Nachdem wir gestern zum letzten Mal unsere spanischen Sprachkenntnisse weiterentwickelt haben, fanden wir es an der Zeit, auch andere landestypische Ausdrucksformen zu erlernen. Also haben wir zur Erheiterung aller Lehrer und anderer Sprachschueler einen Salsa-Kurs im Innenhof unserer Sprachschule gebucht. Nach zwei Stunden wirklich harter Arbeit, konnten wir uns aber schliesslich einbilden, dass wir uns fuer zwei Gringos gar nicht so schlecht angestellt haben. Und riesig Spass hatten wir allemal.

In unserem ausgesprochenen Kontakt- und Kommunikationsfreudigen Hostel (manchmal ein bisschen zu sehr, weshalb wir mittlerweile zum Blog- und Emailschreiben in Internetcafes auswandern), haben wir dann gestern abend Herrn Erwin Patzelt kennengelernt. Ein netter und sehr sendungsbewusster aelterer Herr, der 1959 das erste Mal in Ecuador war und seitdem einige Filme und Buecher ueber den Regenwald und seine Einwohner verfasst haben. Herrn Patzelt sei Dank, haben wir morgen nun die Moeglichkeit dem Sonnenwend-Treffen der Medizinmaenner unterschiedlichster Staemme als einzige Touristen beizuwohnen. Wir freuen uns sehr und sind gespannt, wovon wir am Ende des Tages so alles geheilt sein werden.

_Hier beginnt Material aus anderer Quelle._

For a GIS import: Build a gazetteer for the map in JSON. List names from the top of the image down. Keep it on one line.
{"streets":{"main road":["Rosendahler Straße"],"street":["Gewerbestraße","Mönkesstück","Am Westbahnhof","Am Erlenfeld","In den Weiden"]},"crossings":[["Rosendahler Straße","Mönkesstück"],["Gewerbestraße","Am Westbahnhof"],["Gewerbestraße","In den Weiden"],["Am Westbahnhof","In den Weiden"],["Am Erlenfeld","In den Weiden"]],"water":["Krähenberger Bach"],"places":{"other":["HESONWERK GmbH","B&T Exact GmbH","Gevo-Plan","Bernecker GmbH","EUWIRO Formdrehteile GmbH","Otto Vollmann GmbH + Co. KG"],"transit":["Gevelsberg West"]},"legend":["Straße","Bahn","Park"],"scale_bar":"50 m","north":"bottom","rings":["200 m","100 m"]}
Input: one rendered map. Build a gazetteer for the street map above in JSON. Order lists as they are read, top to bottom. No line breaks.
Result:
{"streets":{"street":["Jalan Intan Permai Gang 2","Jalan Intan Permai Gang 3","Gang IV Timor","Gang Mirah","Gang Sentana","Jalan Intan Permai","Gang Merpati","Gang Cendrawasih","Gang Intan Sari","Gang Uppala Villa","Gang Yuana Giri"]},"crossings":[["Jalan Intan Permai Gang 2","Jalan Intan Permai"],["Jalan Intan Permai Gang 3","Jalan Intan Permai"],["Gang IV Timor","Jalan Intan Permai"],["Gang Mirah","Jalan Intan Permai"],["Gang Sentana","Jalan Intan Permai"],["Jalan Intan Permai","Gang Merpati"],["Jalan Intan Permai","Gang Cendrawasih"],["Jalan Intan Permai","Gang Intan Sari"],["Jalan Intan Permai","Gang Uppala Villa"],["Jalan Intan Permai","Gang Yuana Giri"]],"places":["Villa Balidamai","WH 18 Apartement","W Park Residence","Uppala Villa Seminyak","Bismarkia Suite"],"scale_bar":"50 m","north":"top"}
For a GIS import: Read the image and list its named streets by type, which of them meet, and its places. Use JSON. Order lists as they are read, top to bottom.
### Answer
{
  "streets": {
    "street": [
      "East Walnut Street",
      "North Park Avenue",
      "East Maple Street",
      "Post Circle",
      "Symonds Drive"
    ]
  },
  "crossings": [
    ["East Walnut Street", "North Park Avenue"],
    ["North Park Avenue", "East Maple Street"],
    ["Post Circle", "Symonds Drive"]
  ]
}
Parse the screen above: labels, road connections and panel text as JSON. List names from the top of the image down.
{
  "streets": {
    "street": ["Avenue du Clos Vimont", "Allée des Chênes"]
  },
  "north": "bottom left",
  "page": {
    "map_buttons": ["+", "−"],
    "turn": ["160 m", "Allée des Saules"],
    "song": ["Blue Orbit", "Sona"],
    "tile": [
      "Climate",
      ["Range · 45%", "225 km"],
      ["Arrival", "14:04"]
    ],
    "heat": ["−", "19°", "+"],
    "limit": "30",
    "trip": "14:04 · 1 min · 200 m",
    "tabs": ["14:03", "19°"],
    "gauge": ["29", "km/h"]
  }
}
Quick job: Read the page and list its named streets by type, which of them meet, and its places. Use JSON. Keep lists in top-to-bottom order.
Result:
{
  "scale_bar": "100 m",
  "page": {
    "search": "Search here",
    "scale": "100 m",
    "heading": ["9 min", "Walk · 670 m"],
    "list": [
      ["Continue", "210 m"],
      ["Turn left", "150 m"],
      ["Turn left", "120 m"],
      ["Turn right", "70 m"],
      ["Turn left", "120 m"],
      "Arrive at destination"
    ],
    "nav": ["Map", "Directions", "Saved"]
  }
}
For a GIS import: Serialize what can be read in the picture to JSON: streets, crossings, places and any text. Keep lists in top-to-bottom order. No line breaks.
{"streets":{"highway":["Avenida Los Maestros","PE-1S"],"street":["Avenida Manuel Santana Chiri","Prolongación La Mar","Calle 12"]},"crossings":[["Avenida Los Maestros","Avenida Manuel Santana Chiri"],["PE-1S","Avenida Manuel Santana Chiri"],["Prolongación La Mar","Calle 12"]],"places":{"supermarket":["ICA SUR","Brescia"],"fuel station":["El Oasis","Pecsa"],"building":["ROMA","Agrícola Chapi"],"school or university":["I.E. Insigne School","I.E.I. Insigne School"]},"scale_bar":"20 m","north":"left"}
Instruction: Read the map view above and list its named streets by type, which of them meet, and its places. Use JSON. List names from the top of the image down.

Ein Land direkt am Aequator, was widerspruechlicher nicht sein koennte. Mit einem atemberaubenden Landeanflug auf die Hauptstadt Ecuadors, welche 2850m ueber dem Meeresspiegel liegt, begann eine Leidenschaft fuer ein nicht nur landschaftlich ueberwaeltigendes Land. Die senkrecht stehende Sonne laesst diese Landschaft und insbesondere die kalkweisen im kolonialen Stil errichteten Haeuser in bestechenden Farben erstrahlen. Unsere Fahrt vom Flughafen zu unserem ersten Hostel vergegenwaertigt uns, dass wir in einem uns unbekannten Kontinent gelandet sind. Von Abgasen betoert und von der Geschwindigkeit des Taxis berauscht flogen wir durch die Strassen Quitos.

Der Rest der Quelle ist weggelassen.